*Task to complete*
Count the lines in the records that hold the string "hidden". Only the number should be given.

*Saved entries*
====

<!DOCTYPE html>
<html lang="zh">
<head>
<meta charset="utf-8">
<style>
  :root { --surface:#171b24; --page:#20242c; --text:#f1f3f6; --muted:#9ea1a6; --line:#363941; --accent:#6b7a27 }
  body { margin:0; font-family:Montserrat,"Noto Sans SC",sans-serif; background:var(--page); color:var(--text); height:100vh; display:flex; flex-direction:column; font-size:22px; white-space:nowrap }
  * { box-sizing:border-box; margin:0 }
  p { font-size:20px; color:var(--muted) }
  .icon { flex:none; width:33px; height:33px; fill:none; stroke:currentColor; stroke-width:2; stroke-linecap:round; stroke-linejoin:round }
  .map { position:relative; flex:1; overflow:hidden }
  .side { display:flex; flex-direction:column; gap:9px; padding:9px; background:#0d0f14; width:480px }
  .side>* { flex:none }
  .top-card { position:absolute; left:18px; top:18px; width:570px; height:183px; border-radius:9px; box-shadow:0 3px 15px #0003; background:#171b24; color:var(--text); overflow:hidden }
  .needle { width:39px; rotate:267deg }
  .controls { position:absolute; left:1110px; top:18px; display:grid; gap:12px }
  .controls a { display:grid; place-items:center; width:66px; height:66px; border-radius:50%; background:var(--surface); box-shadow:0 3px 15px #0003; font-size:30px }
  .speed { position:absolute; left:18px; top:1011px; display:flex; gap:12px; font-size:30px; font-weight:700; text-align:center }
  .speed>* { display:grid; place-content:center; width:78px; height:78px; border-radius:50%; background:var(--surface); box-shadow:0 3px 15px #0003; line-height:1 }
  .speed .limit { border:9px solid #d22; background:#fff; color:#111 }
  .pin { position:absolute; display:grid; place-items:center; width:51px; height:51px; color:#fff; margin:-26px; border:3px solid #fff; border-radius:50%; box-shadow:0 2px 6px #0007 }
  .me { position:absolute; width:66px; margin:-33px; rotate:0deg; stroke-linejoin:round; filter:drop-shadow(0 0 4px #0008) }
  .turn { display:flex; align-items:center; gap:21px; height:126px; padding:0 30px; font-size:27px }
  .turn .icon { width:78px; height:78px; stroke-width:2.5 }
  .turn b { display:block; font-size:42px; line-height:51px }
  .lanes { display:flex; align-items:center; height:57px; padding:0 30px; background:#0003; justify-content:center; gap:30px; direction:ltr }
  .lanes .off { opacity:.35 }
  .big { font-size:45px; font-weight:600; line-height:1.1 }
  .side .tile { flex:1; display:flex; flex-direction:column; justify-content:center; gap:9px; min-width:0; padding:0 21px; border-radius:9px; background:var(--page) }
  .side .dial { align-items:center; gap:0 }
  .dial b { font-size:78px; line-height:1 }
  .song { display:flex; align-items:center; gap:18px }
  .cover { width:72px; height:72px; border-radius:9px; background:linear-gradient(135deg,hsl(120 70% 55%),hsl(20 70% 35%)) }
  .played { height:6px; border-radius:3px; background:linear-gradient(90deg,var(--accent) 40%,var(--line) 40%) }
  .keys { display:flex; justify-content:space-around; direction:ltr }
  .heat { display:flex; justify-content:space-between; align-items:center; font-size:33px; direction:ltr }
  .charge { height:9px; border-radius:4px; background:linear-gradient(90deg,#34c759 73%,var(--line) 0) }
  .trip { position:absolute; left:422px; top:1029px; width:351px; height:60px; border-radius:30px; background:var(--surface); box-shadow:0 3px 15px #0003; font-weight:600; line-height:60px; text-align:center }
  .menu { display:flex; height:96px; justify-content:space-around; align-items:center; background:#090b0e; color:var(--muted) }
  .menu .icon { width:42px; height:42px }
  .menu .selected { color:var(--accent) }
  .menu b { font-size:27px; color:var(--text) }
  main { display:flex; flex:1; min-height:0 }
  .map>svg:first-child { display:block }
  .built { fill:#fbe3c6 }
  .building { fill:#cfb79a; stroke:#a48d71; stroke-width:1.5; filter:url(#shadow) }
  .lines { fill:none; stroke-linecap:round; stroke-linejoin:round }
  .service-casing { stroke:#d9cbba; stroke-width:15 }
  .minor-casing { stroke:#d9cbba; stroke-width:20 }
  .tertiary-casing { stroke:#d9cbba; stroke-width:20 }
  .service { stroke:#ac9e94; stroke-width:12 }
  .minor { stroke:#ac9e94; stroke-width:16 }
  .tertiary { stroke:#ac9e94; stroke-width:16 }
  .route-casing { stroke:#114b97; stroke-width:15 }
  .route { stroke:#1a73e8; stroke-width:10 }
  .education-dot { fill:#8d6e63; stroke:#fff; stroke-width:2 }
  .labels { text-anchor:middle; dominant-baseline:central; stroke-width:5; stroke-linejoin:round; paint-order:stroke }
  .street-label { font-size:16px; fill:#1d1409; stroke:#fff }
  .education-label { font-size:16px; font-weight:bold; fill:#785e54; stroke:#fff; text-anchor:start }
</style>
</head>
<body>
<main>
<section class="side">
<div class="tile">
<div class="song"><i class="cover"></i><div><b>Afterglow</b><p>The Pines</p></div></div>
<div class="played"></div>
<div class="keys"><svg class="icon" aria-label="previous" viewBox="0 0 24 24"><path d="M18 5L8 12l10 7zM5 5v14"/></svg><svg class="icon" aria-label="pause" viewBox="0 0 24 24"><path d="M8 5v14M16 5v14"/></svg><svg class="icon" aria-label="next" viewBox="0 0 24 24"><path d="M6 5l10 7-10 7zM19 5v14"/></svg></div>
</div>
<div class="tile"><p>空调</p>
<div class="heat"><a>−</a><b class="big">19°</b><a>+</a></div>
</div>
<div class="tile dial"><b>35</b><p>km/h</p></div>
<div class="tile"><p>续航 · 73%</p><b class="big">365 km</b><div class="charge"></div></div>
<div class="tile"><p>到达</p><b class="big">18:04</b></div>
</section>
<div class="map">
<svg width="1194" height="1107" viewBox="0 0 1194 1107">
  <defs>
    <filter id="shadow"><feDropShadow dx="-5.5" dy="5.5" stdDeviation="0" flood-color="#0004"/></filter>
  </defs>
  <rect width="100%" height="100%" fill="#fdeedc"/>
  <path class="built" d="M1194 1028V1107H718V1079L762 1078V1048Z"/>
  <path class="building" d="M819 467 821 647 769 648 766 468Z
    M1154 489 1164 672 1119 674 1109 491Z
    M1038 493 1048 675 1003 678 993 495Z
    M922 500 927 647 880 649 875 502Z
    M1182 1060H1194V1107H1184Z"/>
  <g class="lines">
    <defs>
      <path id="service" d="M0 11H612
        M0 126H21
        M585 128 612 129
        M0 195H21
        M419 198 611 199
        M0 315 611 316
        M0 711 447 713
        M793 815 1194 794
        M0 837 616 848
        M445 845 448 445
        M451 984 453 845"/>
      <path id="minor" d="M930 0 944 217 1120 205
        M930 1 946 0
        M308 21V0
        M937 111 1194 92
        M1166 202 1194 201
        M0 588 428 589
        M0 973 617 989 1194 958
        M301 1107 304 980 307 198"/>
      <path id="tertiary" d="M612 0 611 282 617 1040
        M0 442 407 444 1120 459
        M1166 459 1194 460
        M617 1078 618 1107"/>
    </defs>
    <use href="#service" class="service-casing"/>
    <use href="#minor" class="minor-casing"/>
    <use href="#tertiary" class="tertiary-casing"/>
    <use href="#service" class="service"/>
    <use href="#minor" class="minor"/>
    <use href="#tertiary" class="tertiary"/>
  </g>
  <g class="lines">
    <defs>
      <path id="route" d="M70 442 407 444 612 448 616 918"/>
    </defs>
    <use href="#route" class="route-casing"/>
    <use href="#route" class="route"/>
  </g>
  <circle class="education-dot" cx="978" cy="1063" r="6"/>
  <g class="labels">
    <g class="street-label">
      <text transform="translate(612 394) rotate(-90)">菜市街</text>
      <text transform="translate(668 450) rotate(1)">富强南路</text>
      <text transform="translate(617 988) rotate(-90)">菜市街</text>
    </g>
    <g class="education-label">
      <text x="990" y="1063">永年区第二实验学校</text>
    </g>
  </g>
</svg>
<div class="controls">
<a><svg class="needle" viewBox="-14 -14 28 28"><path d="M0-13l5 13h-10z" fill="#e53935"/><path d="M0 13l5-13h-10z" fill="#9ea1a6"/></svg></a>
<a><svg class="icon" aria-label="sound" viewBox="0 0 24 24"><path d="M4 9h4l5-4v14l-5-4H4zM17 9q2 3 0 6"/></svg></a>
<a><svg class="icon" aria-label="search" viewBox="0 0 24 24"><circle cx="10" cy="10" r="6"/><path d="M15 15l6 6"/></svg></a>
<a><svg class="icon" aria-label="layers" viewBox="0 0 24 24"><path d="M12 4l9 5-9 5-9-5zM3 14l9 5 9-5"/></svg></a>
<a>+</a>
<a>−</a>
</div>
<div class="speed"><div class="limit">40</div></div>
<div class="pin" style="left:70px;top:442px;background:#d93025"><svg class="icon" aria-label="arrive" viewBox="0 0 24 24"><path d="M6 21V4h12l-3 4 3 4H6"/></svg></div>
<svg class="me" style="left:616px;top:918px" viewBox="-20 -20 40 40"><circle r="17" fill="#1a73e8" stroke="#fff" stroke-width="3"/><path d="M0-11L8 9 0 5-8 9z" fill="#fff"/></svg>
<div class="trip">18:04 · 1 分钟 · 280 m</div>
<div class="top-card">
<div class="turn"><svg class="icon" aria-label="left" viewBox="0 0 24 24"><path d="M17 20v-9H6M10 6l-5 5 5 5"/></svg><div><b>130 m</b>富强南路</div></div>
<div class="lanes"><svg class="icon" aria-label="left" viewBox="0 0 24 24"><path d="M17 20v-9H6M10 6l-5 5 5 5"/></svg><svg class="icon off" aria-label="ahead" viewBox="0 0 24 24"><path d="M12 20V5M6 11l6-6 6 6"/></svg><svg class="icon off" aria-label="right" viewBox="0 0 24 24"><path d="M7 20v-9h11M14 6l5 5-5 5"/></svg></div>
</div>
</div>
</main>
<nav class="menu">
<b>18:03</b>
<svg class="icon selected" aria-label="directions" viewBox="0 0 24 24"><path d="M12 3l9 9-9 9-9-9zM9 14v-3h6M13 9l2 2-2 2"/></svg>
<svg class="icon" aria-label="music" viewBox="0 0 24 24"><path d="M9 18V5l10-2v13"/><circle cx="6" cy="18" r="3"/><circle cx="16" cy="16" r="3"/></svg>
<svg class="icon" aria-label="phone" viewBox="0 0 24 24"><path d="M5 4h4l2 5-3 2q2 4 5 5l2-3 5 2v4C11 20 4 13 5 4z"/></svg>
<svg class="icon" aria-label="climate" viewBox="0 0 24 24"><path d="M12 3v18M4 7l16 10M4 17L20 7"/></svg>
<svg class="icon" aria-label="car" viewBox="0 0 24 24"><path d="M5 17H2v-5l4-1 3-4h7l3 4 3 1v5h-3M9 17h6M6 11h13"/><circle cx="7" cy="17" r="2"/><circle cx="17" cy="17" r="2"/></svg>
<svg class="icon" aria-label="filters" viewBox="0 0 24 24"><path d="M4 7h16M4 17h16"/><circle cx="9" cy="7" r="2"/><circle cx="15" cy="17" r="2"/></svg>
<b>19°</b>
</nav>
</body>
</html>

====

*Output below*
2